A common finding in patients with neurologic bladder dysfunction is discoordination of the sphincter during contraction [detrusor sphincter dyssynergia (DSD)] (Table 2) (9). By setting up a situation where the bladder contracts against a non-coordinated closed sphincter, this may over time, create high Pves putting the upper tracts at risk for deterioration (10). There are three main types of DSD (Figure 2). In type I there is a synchronous increase in the Pdet and sphincteric tone until the peak of detrusor function at which point the sphincteric tone relaxes and unobstructed voiding occurs. Type II DSD is characterized by sporadic contractions of the sphincter throughout the detrusor function. Type III DSD is similar to type I in which the sphincteric tone increases throughout the detrusor function however, contrary to type I, relaxation is never observed and results in obstructed voiding.

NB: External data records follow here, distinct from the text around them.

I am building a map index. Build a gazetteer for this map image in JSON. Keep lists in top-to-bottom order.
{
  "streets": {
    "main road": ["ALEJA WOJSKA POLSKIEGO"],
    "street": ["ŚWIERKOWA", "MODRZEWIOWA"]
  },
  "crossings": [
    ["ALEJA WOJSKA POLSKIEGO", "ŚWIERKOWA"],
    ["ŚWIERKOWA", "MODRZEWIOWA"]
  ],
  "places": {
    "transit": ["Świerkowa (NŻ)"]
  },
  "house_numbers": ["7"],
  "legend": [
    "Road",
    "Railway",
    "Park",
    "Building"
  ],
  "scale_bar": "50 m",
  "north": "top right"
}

Patients with type III DSD are at highest risk for upper tract deterioration due to elevated pressures during micturition and decreased voided volumes.
Table 2. Lesion specific neurogenic bladder dysfunction.

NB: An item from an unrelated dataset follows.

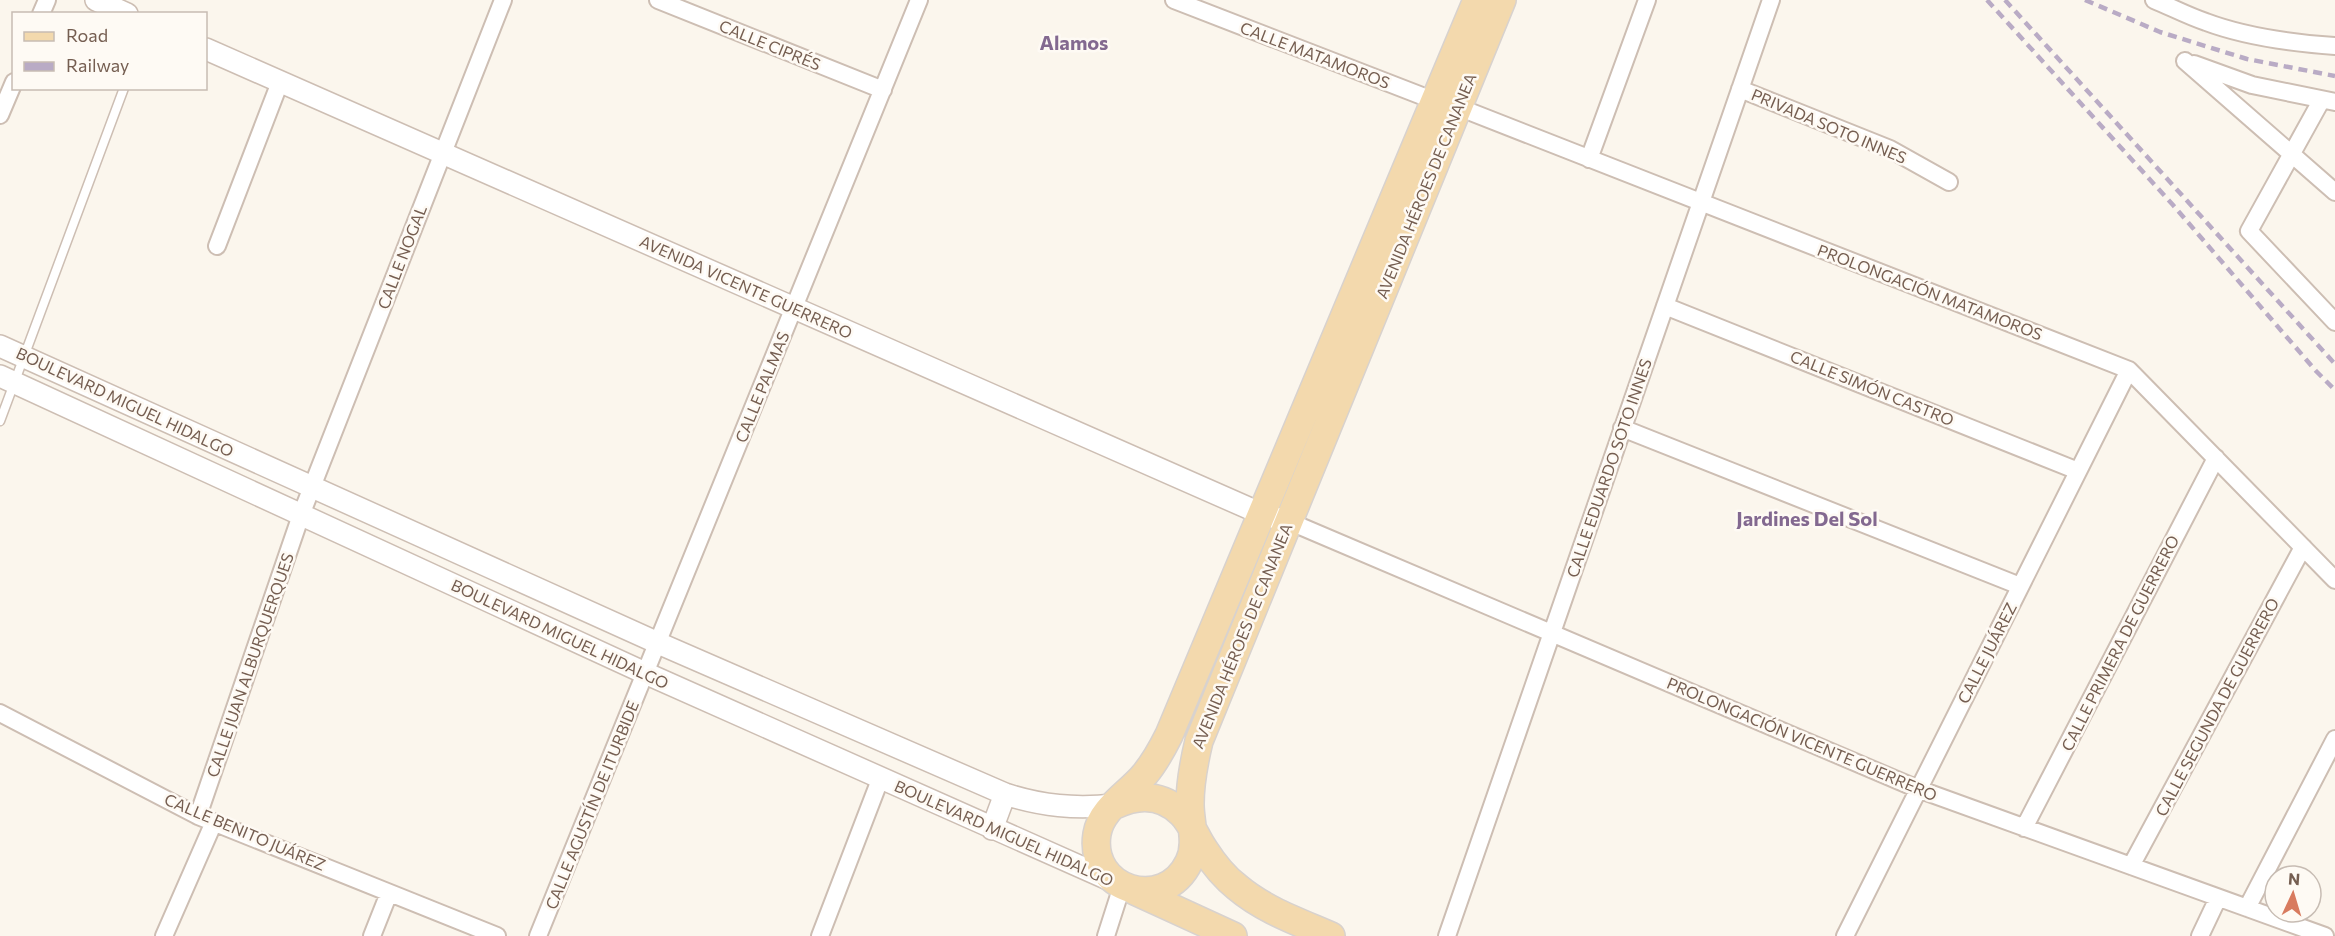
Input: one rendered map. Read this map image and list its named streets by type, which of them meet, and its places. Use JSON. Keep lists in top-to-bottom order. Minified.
{"streets":{"main road":["AVENIDA HÉROES DE CANANEA"],"street":["CALLE CIPRÉS","CALLE MATAMOROS","PRIVADA SOTO INNES","CALLE NOGAL","AVENIDA VICENTE GUERRERO","PROLONGACIÓN MATAMOROS","CALLE PALMAS","CALLE SIMÓN CASTRO","BOULEVARD MIGUEL HIDALGO","CALLE EDUARDO SOTO INNES","CALLE PRIMERA DE GUERRERO","CALLE JUÁREZ","CALLE JUAN ALBURQUERQUES","CALLE SEGUNDA DE GUERRERO","PROLONGACIÓN VICENTE GUERRERO","CALLE AGUSTÍN DE ITURBIDE","CALLE BENITO JUÁREZ"]},"crossings":[["CALLE CIPRÉS","CALLE PALMAS"],["CALLE MATAMOROS","AVENIDA HÉROES DE CANANEA"],["CALLE MATAMOROS","PROLONGACIÓN MATAMOROS"],["PRIVADA SOTO INNES","CALLE EDUARDO SOTO INNES"],["AVENIDA HÉROES DE CANANEA","AVENIDA VICENTE GUERRERO"],["AVENIDA HÉROES DE CANANEA","PROLONGACIÓN MATAMOROS"],["AVENIDA HÉROES DE CANANEA","BOULEVARD MIGUEL HIDALGO"],["AVENIDA HÉROES DE CANANEA","PROLONGACIÓN VICENTE GUERRERO"],["CALLE NOGAL","AVENIDA VICENTE GUERRERO"],["CALLE NOGAL","BOULEVARD MIGUEL HIDALGO"],["CALLE NOGAL","CALLE JUAN ALBURQUERQUES"],["AVENIDA VICENTE GUERRERO","CALLE PALMAS"],["AVENIDA VICENTE GUERRERO","PROLONGACIÓN VICENTE GUERRERO"],["PROLONGACIÓN MATAMOROS","CALLE EDUARDO SOTO INNES"],["PROLONGACIÓN MATAMOROS","CALLE PRIMERA DE GUERRERO"],["PROLONGACIÓN MATAMOROS","CALLE JUÁREZ"],["PROLONGACIÓN MATAMOROS","CALLE SEGUNDA DE GUERRERO"],["CALLE PALMAS","BOULEVARD MIGUEL HIDALGO"],["CALLE PALMAS","CALLE AGUSTÍN DE ITURBIDE"],["CALLE SIMÓN CASTRO","CALLE EDUARDO SOTO INNES"],["CALLE SIMÓN CASTRO","CALLE JUÁREZ"],["BOULEVARD MIGUEL HIDALGO","CALLE JUAN ALBURQUERQUES"],["BOULEVARD MIGUEL HIDALGO","CALLE AGUSTÍN DE ITURBIDE"],["CALLE EDUARDO SOTO INNES","PROLONGACIÓN VICENTE GUERRERO"],["CALLE PRIMERA DE GUERRERO","PROLONGACIÓN VICENTE GUERRERO"],["CALLE JUÁREZ","PROLONGACIÓN VICENTE GUERRERO"],["CALLE JUAN ALBURQUERQUES","CALLE BENITO JUÁREZ"],["CALLE SEGUNDA DE GUERRERO","PROLONGACIÓN VICENTE GUERRERO"]],"districts":["Alamos","Jardines Del Sol"],"legend":["Road","Railway"],"north":"top"}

Lesion location | Common UDS findings |
---|---|
Suprapontine lesions (central—upper motor neuron) | Detrusor overactivity without detrusor sphincter dyssynergy. Sphincter will relax during bladder contraction and bladder sensation is often intact (8) |
Suprasacral lesions | Combination of DO and DESD which is intermittent or complete failure of relaxation of urinary sphincter during contraction/voiding (1). High intravesical voiding pressures in order to overcome the contraction of the external sphincter. Upper tract deterioration |
Sacral lesions | Highly compliant acontractile bladder (1). External sphincter is functional; therefore continence is conserved. Good CIC candidates |
UDS, urodynamics; DO, detrusor overactivity; DESD, detrusor external sphincter dyssynergia; CIC, clean intermittent catheterization.

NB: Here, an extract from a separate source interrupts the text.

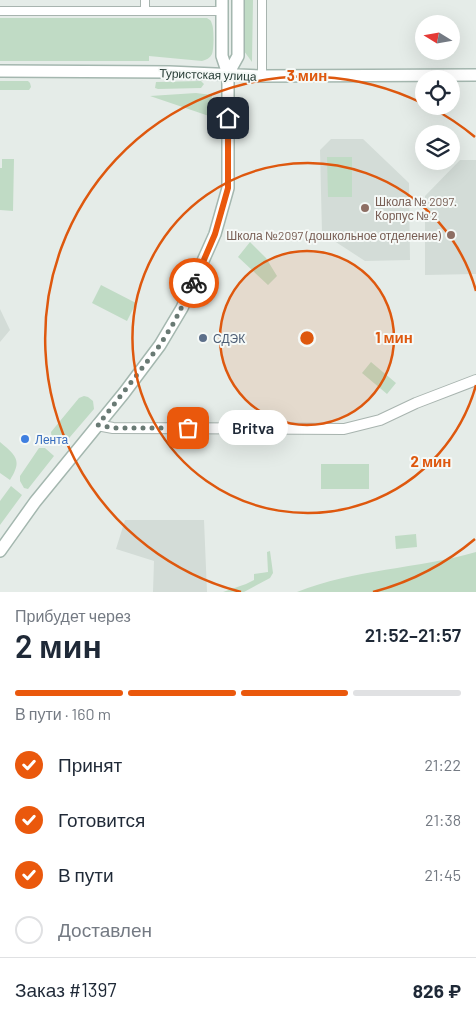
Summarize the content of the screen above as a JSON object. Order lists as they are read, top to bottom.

Patterns of voiding dysfunction with fixed lesions
Urinary dysfunction is common with fixed lesion spinal cord injury with approximately 81% of patients having some element of voiding dysfunction (11). The degree of UDS findings and voiding dysfunction can fall into three categories based the level of the neurologic lesion; suprapontine (central—upper motor neuron), suprasacral, and sacral lesions (Figure 3). Based on these levels capacity, compliance, contractility, and pelvic sphincteric function have predictable patterns on UDS, all of which will help clinicians in the clinical management of the patient (Table 2). In patients with a single level of spinal cord injury the level of injury and the type of voiding dysfunction has a stronger correlation. Patients with combined suprasacral and sacral injuries can have relatively unpredictable urodynamic findings (8). Management of the urinary tract in patients with spinal cord injury must be based on urodynamic findings rather than inferences from the neurologic evaluation. In reality many disease processes will have some elements that do not fall within the simplified groupings outlined for patients with fixed spinal cord defects above. However, again simplifying these complex lesions into three clinically relevant categories can be a useful tool for the clinician in driving realistic and beneficial treatments (1).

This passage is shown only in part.